I still cannot authenticate the api. The orchestrator admin is out of my control. So, my question is: Is there a setting or anything in the orchestrator which needs to be set to enable api access using NTLM?
I can log using the UI with no problem. I also get an NTLM token when using postman.
You reference Orchestrator 2016 in the documentation link. I can only really comment on 2018.3 as that is what we are currently using in house.
There are two methods to authenticate
If you are signing into Orchestrator using the HTML form then you are using a local account, if you are auto-logged in or click the Windows logo below the HTML form then you are authenticating using your domain account via Windows Authentication/NTLM.
The primary difference here is with the local account authentication you must call the Authenticate endpoint passing your credentials in the body of the POST request, from there you provide the returned bearer token as an Authorization header in each request after that.
Using a domain account (Windows Authentication) you skip the Authenticate endpoint and ensure that the NTLM token is passed along, if doing this from a Windows host or many applications this can be passed along automatically if the domain your Orchestrator is hosted in is trusted by the client being used.
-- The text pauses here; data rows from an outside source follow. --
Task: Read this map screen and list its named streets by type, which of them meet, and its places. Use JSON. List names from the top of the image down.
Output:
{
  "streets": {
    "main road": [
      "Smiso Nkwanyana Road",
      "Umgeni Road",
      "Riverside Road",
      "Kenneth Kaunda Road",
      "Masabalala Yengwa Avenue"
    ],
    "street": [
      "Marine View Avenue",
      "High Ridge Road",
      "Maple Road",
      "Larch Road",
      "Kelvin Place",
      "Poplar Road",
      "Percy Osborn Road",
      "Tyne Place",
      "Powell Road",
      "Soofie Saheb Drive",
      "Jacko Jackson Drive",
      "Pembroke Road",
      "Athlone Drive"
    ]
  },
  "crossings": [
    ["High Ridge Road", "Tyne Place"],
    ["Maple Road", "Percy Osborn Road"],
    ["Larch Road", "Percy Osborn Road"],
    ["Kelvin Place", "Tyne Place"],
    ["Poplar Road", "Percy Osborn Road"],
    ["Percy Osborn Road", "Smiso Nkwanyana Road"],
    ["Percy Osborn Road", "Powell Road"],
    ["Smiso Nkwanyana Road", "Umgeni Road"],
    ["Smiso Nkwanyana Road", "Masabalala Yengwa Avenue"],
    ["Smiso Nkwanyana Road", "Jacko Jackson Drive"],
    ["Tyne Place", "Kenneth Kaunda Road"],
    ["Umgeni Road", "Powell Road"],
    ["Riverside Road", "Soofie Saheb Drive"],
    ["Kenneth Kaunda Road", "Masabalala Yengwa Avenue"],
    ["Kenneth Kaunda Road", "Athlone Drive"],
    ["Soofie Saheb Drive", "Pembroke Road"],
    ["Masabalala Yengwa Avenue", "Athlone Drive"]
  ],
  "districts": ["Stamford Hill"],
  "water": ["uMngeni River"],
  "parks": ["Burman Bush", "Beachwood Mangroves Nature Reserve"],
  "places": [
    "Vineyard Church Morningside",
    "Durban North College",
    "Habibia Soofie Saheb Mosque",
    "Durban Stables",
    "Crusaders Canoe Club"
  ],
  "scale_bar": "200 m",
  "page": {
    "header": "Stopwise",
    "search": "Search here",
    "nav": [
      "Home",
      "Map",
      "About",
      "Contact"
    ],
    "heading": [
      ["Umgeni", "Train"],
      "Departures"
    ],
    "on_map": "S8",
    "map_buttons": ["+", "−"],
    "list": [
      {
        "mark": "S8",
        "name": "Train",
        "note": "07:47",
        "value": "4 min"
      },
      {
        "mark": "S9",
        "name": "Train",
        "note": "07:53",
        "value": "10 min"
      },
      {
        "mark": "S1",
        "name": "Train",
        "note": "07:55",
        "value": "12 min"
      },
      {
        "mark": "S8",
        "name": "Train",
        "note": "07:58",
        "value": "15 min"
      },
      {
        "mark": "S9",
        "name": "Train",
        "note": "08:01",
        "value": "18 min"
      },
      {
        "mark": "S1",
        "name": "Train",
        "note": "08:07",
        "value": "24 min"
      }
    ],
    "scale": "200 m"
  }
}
As for what can be managed on Orchestrator:
Whether or not domain authentication is enabled (WindowsAuth.Enabled)
Domain to authenticate with (WindowsAuth.Domain)
Auto-login is enabled or not (WindowsAuth.AutoLogin.Enabled)
Roles/Permissions - The same roles and permissions are used by both the UI and API (The UI is just making its own requests to the API)
Test it out using the Swagger interface /swagger, if you have Windows Authentication enabled, you’ll be able to use the swagger interface to make some test queries to the API.
Other things to keep in mind is
Your local client authentication. i.e. If you are using an application that relies in the Internet Options (IE, Chrome, etc.) and the domain isn’t trusted then you might not be passing your authentication along.
The user you are authenticating with is it the same account that has permissions in Orchestrator? You might need to override the credentials being passed along using the Windows Credential Manager.
IIS hosting Orchestrator should also be configured appropriately.